Their train slipped with a satisfied shriek into Vienna's Westbahnhof on a mid-October evening. The Austrian trains, once the pride of an empire, were shells of their former selves. They ran on half rations of coal — the other half having been sold off by corrupt officials and needy conductors. Chandeliers and decorated paneling had been ripped away, evidently by thieves.
A single cab was waiting outside the station under a bright half- moon — an elegant two-horse carriage. Although Younger sat next to Colette, she kept her distance, facing away from him and looking out at Vienna. Luc sat across from them, one suitcase under his legs and another beside him. It was a lovely, old-world night. In the distance, over the roofs of handsome buildings, the electric lights of the Riesenrad the giant Ferris wheel of the Prater, Vienna's famous amusement park — described a high slow arc in the air. The wind carried strains of a faraway waltz and merry laughter.
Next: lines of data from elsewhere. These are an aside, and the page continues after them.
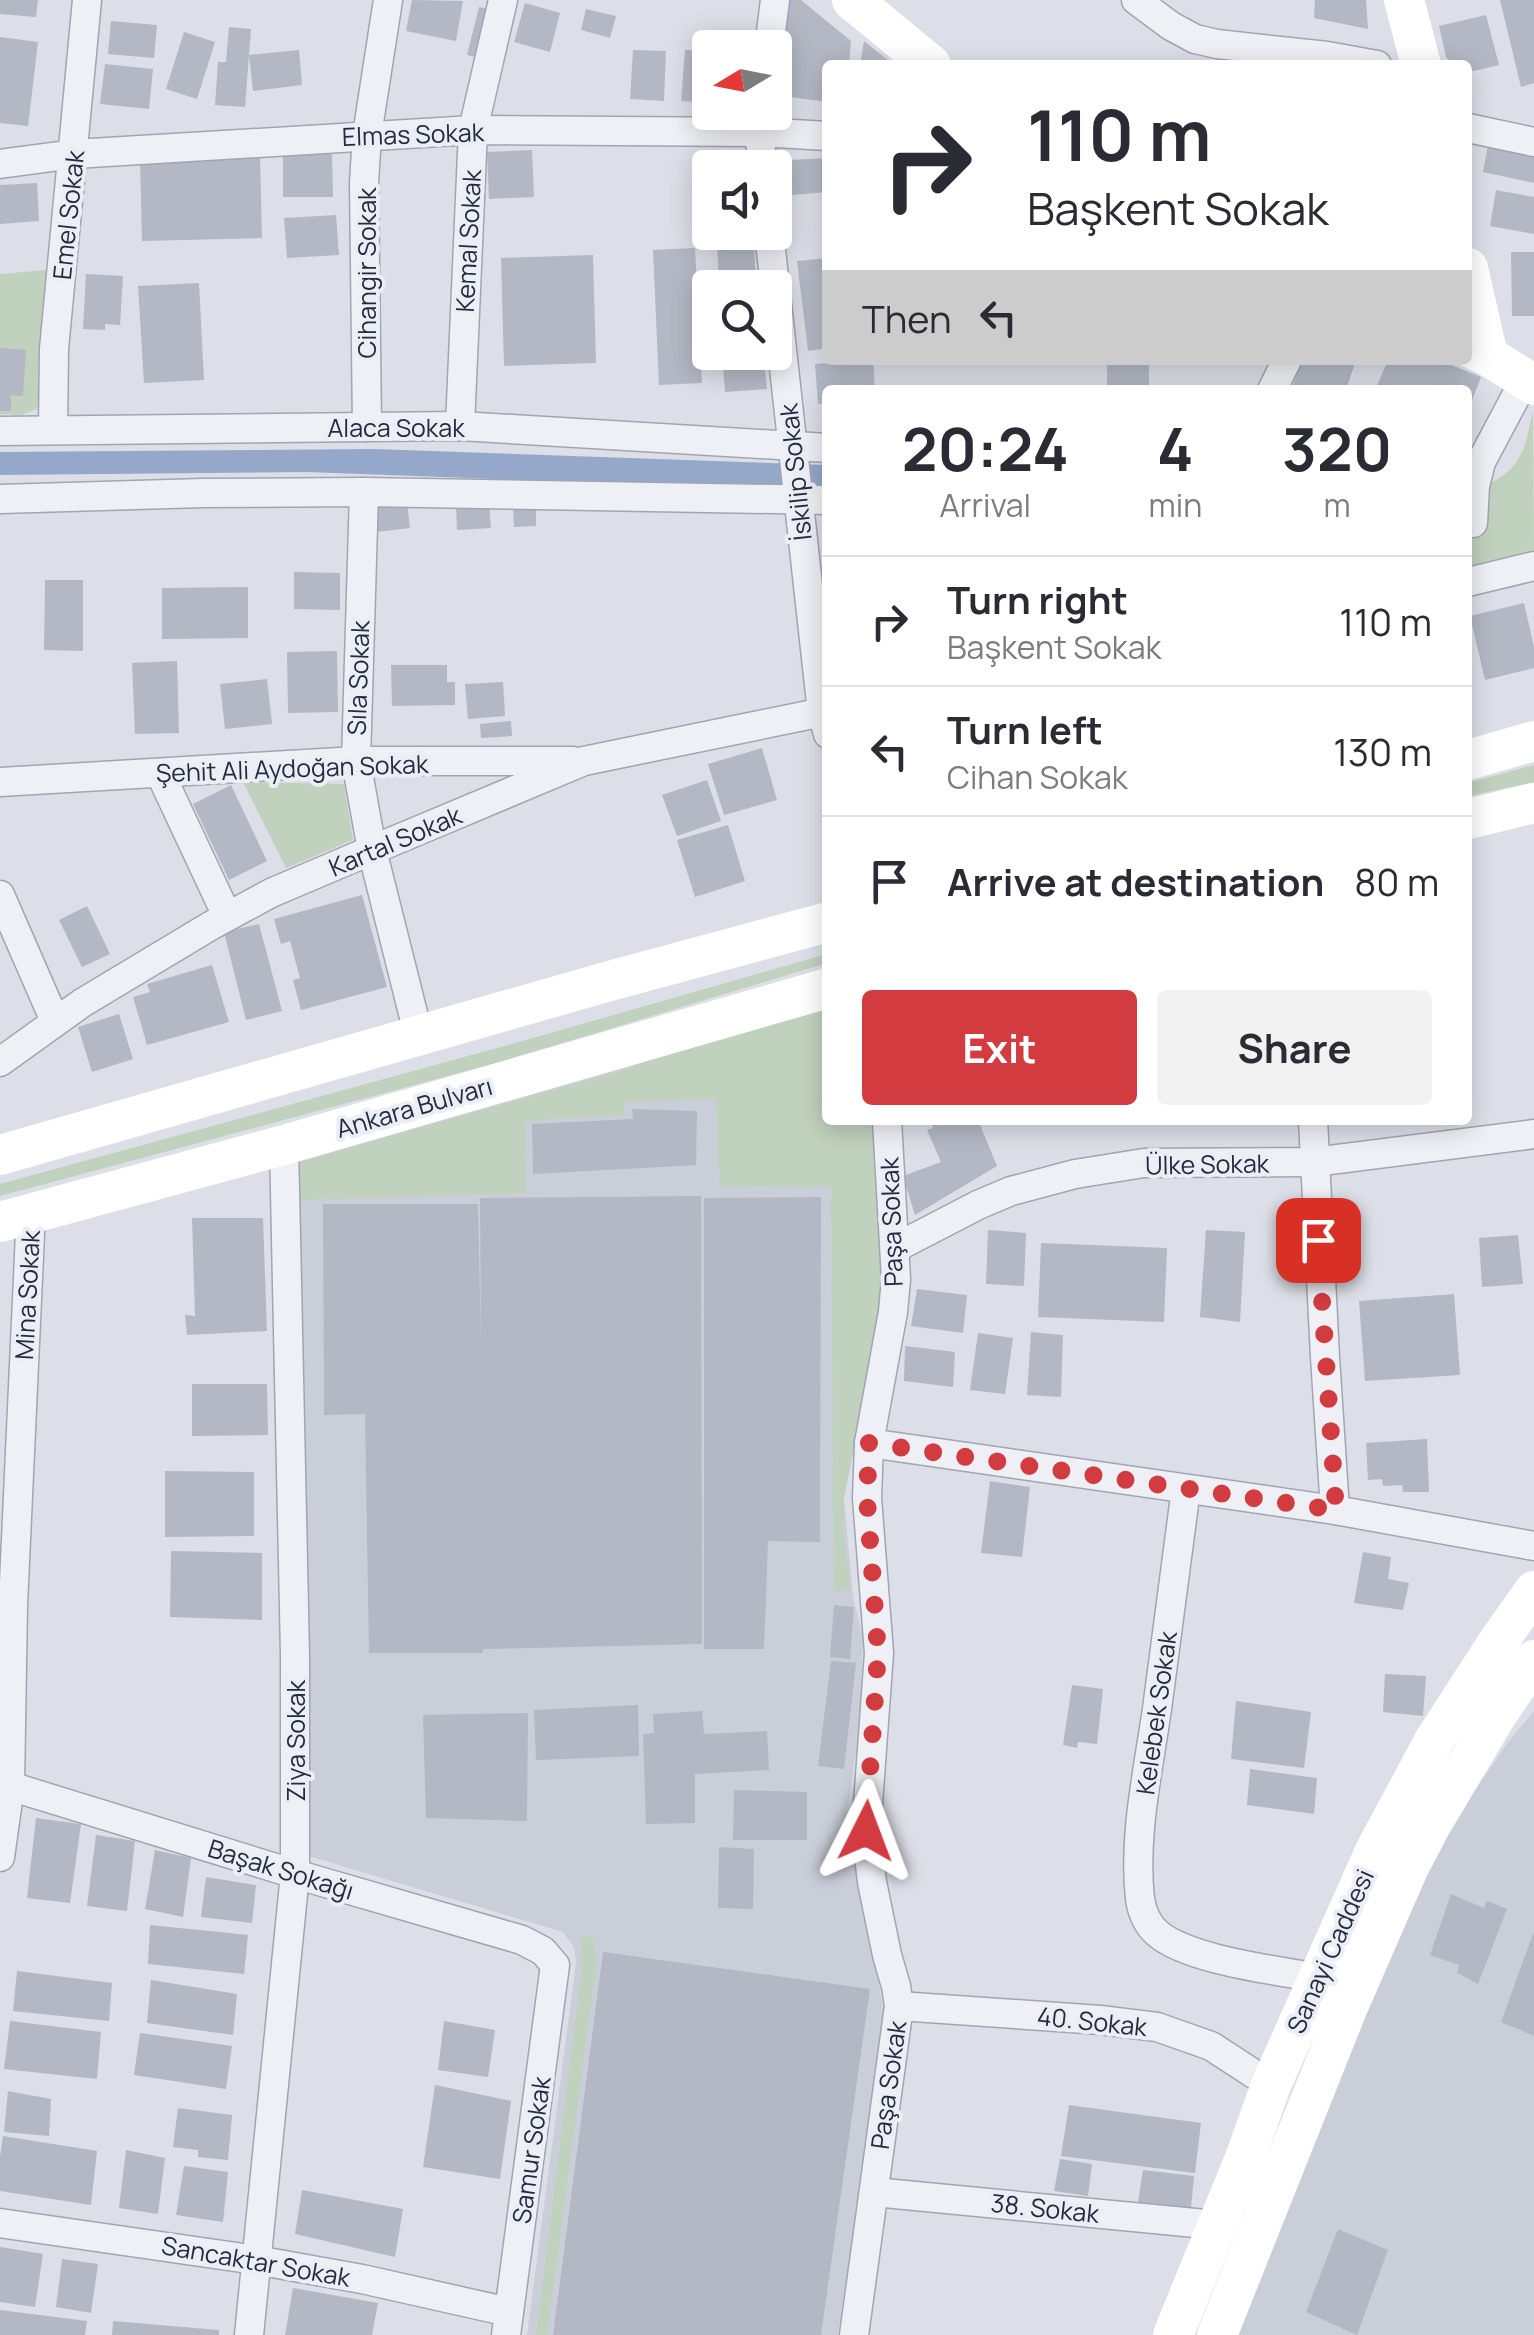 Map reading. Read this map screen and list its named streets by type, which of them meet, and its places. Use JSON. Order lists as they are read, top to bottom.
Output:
{
  "streets": {
    "main road": ["Ankara Bulvarı", "Sanayi Caddesi"],
    "street": [
      "Elmas Sokak",
      "Emel Sokak",
      "Kemal Sokak",
      "Cihangir Sokak",
      "Alaca Sokak",
      "İskilip Sokak",
      "Sıla Sokak",
      "Şehit Ali Aydoğan Sokak",
      "Kartal Sokak",
      "Ülke Sokak",
      "Paşa Sokak",
      "Mina Sokak",
      "Kelebek Sokak",
      "Ziya Sokak",
      "Başak Sokağı",
      "40. Sokak",
      "Samur Sokak",
      "38. Sokak",
      "Sancaktar Sokak"
    ]
  },
  "crossings": [
    ["Elmas Sokak", "Emel Sokak"],
    ["Elmas Sokak", "Kemal Sokak"],
    ["Elmas Sokak", "Cihangir Sokak"],
    ["Emel Sokak", "Alaca Sokak"],
    ["Kemal Sokak", "Alaca Sokak"],
    ["Cihangir Sokak", "Alaca Sokak"],
    ["Alaca Sokak", "İskilip Sokak"],
    ["Sıla Sokak", "Şehit Ali Aydoğan Sokak"],
    ["Sıla Sokak", "Kartal Sokak"],
    ["Şehit Ali Aydoğan Sokak", "Kartal Sokak"],
    ["Ankara Bulvarı", "Mina Sokak"],
    ["Ankara Bulvarı", "Ziya Sokak"],
    ["Ülke Sokak", "Paşa Sokak"],
    ["Paşa Sokak", "40. Sokak"],
    ["Paşa Sokak", "38. Sokak"],
    ["Mina Sokak", "Başak Sokağı"],
    ["Kelebek Sokak", "Sanayi Caddesi"],
    ["Ziya Sokak", "Başak Sokağı"],
    ["Ziya Sokak", "Sancaktar Sokak"],
    ["Başak Sokağı", "Samur Sokak"],
    ["Sanayi Caddesi", "40. Sokak"],
    ["Sanayi Caddesi", "38. Sokak"],
    ["Samur Sokak", "Sancaktar Sokak"]
  ],
  "north": "left",
  "page": {
    "turn": ["110 m", "Başkent Sokak"],
    "then": "Then",
    "eta": [
      "20:24",
      "Arrival",
      "4",
      "min",
      "320",
      "m"
    ],
    "list": [
      {
        "name": "Turn right",
        "note": "Başkent Sokak",
        "value": "110 m"
      },
      {
        "name": "Turn left",
        "note": "Cihan Sokak",
        "value": "130 m"
      },
      {
        "name": "Arrive at destination",
        "value": "80 m"
      }
    ],
    "buttons": ["Exit", "Share"]
  }
} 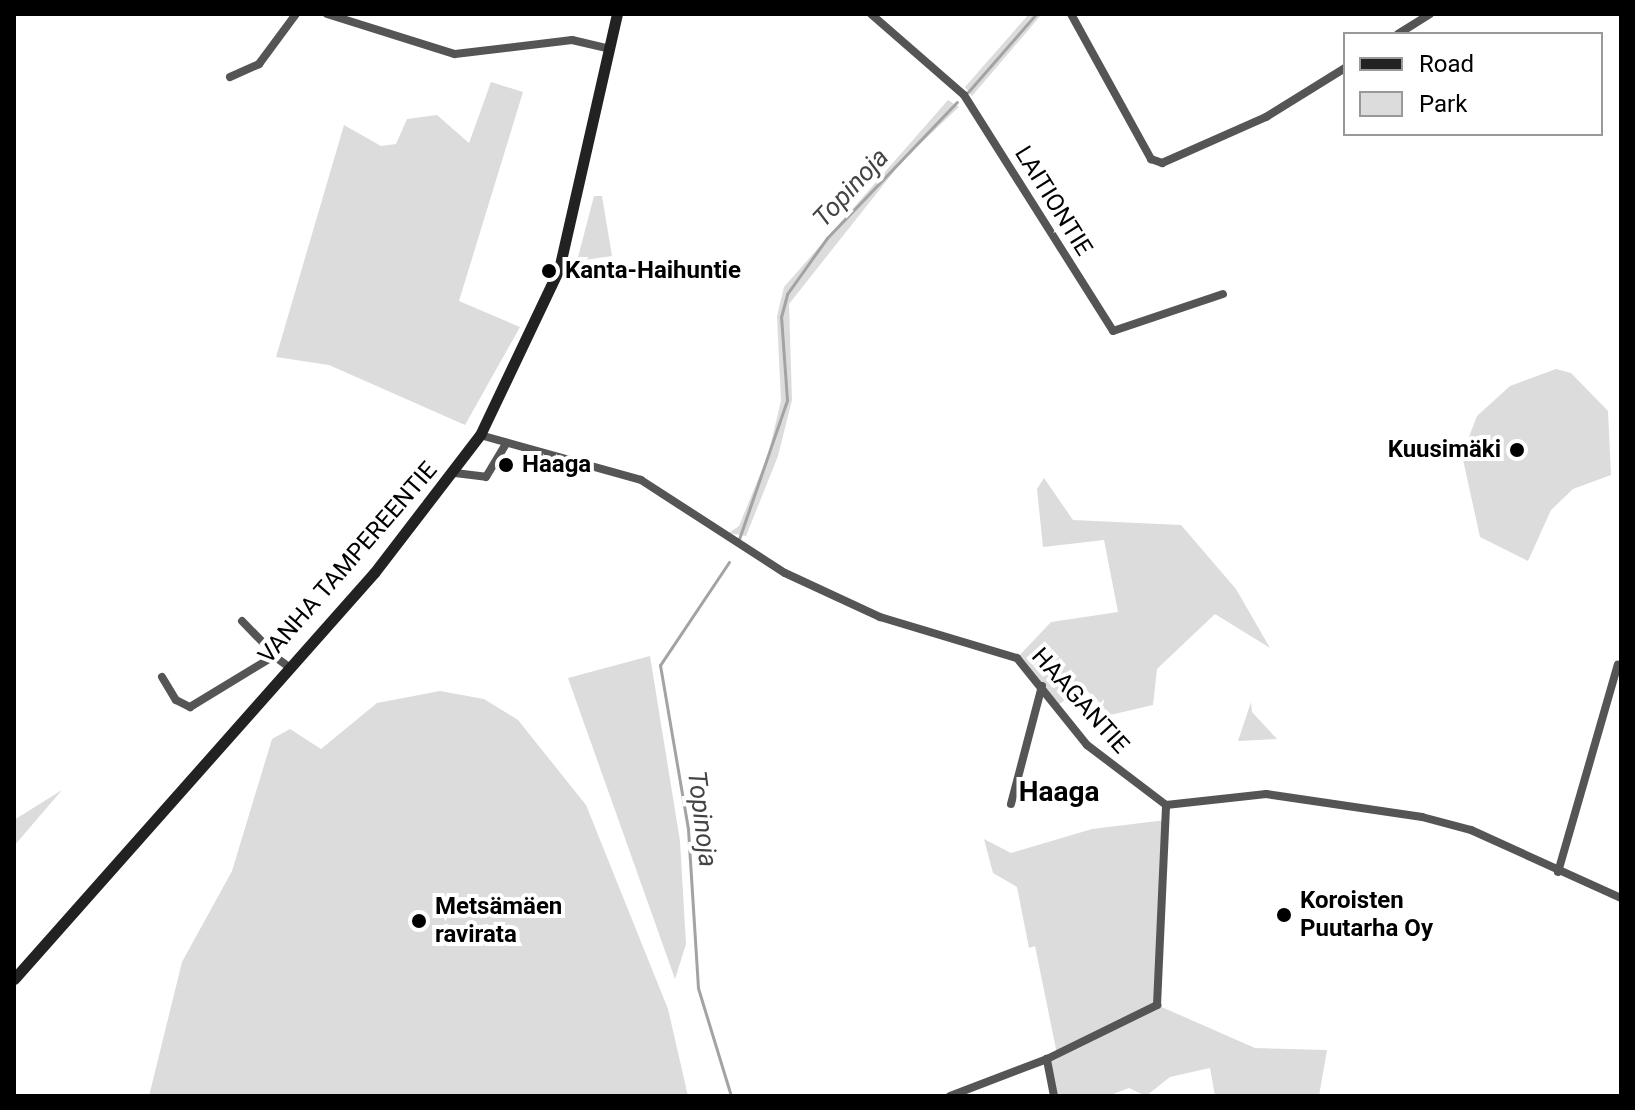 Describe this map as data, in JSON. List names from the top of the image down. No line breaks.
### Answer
{"streets":{"main road":["VANHA TAMPEREENTIE"],"street":["LAITIONTIE","HAAGANTIE"]},"crossings":[["VANHA TAMPEREENTIE","HAAGANTIE"]],"districts":["Haaga"],"water":["Topinoja"],"places":["Kanta-Haihuntie","Kuusimäki","Haaga","Koroisten Puutarha Oy","Metsämäen ravirata"],"legend":["Road","Park"]}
'Vienna is gay,' said Colette — wistfully, Younger thought.
Colette had spoken in French. The coachman answered in the same language: 'Yes, we are gay, Mademoiselle. It is our nature. Even during the war we were gay. And unlike the last time you were here, we are no longer eating our dogs.'
The driver presented his card to them. He was the very same nobleman — Oktavian Ferdinand Graf Kinsky von Wchinitz und Tettau — who had taken them to their hotel on their first stay in Vienna. But on his card, the words Graf and von, indications of his illustrious birth, had been crossed out.